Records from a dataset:

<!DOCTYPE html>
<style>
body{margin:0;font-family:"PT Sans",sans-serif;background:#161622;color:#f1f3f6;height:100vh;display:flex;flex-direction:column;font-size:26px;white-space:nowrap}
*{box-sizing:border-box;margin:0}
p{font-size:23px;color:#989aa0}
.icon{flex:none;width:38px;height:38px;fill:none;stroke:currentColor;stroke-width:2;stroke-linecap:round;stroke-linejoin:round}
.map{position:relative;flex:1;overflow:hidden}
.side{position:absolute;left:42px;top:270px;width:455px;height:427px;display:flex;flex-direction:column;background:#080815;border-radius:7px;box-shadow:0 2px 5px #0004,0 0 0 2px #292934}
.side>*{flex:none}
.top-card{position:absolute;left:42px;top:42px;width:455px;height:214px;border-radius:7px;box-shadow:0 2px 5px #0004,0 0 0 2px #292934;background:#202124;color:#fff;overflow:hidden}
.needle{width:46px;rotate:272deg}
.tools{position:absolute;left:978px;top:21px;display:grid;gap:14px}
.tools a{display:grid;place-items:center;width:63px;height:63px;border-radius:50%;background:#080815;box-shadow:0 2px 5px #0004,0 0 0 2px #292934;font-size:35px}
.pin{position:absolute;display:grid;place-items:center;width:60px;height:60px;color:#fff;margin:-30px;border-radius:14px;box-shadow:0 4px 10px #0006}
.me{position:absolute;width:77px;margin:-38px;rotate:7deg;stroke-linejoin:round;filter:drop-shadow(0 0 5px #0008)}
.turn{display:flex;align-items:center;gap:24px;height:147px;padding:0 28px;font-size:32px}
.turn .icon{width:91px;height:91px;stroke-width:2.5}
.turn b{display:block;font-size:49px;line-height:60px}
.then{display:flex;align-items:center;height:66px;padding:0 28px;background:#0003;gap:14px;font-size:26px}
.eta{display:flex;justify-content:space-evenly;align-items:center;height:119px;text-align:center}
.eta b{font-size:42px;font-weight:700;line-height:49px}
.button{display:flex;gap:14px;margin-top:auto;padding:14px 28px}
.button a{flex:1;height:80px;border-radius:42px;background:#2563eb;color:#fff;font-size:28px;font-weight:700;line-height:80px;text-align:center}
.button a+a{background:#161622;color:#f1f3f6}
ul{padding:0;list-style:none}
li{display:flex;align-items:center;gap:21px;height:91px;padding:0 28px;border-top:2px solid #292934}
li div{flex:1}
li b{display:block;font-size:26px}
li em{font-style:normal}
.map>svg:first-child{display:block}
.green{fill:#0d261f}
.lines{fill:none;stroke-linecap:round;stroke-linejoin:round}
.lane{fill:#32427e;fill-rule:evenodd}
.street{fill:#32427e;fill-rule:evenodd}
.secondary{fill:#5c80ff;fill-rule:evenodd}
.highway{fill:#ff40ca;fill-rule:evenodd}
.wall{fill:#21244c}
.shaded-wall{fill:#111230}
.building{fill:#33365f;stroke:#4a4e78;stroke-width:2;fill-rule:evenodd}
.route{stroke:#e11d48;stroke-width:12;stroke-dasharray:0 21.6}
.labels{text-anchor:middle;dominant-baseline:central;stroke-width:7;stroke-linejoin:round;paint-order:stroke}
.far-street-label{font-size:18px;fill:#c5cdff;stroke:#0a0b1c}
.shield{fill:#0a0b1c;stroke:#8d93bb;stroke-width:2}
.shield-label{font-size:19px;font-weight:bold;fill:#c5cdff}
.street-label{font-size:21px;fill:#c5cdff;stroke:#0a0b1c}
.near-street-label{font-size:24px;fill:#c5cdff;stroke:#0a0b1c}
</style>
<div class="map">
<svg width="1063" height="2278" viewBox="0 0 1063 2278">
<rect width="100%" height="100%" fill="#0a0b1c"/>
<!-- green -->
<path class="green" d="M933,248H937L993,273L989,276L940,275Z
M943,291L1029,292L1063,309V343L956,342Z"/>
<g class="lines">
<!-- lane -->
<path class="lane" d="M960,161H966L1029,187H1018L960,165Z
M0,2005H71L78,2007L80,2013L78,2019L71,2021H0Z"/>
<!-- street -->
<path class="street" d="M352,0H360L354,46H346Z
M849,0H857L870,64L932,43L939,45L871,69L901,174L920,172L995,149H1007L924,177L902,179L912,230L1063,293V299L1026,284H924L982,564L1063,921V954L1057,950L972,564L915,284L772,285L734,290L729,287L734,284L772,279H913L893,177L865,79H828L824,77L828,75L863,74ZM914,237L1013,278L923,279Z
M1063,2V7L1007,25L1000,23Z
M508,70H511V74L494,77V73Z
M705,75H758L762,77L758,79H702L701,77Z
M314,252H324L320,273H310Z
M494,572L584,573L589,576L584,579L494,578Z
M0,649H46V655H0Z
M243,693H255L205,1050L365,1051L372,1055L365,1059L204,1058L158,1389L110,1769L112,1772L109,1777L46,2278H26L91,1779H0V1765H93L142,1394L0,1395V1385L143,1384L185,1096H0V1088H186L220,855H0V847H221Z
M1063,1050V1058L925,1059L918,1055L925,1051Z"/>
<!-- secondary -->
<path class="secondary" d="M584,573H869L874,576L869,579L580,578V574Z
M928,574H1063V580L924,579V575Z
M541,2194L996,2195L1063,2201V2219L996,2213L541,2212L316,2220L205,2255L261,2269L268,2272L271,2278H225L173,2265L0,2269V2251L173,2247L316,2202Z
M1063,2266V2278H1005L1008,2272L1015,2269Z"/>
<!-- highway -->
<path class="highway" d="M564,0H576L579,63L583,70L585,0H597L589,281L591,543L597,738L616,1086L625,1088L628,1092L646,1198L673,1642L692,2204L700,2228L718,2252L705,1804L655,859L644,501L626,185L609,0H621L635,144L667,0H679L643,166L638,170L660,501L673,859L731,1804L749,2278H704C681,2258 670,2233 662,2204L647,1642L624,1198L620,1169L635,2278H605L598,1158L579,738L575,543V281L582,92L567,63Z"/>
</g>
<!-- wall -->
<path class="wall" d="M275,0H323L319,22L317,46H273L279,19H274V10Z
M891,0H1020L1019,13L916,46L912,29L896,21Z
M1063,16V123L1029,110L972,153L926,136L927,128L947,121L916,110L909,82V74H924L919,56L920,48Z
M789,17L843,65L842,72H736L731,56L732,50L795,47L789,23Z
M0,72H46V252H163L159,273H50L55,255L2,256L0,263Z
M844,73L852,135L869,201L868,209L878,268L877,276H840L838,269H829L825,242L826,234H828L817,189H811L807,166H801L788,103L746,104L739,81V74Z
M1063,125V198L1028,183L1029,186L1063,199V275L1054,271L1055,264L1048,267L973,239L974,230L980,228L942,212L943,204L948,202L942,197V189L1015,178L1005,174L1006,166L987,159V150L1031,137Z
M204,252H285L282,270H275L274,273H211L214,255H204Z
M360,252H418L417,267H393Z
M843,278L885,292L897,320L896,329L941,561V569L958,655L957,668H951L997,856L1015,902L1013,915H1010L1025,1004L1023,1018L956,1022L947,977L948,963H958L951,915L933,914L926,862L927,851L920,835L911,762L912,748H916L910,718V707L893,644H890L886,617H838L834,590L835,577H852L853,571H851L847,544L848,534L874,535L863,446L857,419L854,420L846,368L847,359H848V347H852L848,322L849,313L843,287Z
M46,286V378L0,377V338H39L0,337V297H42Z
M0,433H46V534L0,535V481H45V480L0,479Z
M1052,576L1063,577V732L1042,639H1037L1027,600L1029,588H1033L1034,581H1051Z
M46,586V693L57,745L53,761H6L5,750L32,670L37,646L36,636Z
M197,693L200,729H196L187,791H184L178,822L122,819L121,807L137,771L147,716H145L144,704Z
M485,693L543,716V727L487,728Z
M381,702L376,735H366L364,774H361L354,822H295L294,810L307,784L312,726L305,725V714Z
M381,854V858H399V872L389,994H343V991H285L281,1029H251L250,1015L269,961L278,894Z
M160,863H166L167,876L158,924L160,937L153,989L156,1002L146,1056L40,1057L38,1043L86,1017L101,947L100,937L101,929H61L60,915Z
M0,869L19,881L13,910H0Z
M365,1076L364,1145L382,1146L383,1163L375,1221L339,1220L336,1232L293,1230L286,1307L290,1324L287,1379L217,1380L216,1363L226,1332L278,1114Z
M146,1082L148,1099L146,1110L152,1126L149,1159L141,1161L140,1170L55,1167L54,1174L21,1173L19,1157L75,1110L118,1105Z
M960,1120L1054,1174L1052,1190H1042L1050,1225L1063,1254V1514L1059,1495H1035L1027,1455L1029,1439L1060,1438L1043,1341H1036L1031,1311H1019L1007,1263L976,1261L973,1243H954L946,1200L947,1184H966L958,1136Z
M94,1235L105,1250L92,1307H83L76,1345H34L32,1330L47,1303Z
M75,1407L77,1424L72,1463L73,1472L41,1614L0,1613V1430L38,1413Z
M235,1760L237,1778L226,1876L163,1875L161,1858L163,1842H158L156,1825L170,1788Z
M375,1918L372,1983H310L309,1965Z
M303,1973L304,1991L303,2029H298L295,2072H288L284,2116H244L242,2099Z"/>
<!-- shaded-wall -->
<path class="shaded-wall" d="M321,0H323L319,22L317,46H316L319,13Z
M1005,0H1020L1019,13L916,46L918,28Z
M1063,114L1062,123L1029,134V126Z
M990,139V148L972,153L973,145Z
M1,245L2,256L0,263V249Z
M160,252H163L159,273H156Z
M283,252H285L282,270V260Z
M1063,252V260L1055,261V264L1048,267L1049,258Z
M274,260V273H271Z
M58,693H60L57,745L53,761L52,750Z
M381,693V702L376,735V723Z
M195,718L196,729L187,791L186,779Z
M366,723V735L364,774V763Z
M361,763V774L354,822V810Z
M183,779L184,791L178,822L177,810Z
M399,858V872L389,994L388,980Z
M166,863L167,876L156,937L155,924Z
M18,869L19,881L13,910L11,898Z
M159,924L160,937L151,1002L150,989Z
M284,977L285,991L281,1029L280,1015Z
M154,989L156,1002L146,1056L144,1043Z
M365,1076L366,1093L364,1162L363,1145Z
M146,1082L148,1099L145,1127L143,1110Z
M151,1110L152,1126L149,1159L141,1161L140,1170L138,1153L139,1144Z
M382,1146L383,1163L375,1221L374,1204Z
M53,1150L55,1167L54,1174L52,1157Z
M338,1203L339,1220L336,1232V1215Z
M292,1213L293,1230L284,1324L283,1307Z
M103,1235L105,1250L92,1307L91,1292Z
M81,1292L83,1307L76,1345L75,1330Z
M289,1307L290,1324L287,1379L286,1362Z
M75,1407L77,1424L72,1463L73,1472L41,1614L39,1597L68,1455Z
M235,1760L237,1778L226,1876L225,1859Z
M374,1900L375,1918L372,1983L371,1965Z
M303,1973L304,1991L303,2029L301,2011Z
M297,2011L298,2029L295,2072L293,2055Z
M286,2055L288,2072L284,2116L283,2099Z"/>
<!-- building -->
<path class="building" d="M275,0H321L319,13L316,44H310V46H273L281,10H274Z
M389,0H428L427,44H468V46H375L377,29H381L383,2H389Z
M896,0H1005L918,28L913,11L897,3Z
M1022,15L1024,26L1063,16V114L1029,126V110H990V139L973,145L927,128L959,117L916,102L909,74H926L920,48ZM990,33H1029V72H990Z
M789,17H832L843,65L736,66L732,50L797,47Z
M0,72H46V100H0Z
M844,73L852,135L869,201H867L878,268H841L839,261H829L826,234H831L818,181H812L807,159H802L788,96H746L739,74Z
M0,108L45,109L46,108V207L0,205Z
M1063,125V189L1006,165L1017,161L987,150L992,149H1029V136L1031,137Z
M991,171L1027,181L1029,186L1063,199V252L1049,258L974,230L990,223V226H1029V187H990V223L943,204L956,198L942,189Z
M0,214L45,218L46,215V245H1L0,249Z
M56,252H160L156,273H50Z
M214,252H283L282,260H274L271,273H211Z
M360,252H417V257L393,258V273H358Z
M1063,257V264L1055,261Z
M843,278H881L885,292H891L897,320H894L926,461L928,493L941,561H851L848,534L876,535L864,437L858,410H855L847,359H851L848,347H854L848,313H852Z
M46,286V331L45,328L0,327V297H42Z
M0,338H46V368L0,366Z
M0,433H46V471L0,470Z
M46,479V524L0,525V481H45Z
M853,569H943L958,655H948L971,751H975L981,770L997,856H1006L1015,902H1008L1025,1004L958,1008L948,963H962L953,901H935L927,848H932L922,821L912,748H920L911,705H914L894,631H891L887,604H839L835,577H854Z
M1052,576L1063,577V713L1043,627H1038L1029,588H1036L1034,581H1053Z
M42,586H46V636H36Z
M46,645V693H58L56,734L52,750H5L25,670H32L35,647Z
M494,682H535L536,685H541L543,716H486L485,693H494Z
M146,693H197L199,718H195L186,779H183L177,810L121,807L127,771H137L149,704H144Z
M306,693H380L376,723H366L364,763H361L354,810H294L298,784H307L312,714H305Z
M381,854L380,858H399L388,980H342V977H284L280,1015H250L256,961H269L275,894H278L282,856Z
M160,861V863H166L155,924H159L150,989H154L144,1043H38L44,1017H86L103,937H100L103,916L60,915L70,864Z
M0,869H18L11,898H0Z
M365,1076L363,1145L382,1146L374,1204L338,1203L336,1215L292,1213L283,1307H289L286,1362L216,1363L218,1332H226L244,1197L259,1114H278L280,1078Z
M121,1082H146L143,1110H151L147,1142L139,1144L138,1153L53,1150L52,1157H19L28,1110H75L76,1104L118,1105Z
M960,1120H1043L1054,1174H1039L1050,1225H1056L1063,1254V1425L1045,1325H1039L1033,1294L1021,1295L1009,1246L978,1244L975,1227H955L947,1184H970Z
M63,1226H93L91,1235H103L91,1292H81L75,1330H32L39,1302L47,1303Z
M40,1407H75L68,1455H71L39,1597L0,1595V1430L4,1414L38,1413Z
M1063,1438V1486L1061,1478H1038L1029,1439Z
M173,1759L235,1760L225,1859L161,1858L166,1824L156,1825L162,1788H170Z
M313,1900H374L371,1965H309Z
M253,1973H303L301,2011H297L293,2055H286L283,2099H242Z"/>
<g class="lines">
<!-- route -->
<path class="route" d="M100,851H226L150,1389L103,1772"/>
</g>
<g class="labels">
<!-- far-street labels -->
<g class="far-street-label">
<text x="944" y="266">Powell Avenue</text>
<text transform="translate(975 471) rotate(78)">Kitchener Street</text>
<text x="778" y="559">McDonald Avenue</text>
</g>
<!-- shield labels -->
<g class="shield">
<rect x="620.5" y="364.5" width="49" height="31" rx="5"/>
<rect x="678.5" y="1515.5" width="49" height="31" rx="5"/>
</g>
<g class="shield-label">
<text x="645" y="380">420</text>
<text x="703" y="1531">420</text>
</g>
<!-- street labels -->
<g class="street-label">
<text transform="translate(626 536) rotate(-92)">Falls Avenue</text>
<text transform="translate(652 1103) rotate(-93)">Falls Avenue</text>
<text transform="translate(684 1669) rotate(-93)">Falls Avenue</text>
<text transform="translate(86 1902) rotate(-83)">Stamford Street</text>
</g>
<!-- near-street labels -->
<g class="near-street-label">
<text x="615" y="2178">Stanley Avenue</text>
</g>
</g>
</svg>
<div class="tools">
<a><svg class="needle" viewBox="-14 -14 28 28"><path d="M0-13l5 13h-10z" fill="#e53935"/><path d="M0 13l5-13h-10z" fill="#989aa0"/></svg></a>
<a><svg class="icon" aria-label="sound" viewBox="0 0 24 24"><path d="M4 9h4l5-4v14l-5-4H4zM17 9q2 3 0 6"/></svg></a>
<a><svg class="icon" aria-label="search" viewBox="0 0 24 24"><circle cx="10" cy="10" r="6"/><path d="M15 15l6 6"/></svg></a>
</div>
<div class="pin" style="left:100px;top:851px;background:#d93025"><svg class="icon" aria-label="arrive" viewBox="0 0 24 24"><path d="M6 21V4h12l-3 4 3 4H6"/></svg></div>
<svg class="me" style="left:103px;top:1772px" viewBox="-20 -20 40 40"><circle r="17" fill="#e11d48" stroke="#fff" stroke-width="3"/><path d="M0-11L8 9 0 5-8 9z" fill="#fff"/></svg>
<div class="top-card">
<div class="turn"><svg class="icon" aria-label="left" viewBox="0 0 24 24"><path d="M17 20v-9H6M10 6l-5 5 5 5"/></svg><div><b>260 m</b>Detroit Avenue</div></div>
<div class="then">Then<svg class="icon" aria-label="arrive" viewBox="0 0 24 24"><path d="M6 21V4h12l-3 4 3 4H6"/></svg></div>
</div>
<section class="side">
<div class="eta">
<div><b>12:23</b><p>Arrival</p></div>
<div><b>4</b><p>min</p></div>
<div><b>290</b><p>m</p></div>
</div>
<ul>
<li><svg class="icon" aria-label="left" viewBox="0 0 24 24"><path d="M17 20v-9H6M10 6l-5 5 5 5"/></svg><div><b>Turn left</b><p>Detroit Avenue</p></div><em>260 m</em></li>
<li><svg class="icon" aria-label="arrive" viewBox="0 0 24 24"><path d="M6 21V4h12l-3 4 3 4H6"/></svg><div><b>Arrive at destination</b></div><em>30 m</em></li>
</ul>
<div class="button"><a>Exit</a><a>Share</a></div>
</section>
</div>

PROBLEM TO WORK ON: Take every line above that includes "none" and list it.

ANSWER BOX:
.icon{flex:none;width:38px;height:38px;fill:none;stroke:currentColor;stroke-width:2;stroke-linecap:round;stroke-linejoin:round}
.side>*{flex:none}
ul{padding:0;list-style:none}
.lines{fill:none;stroke-linecap:round;stroke-linejoin:round}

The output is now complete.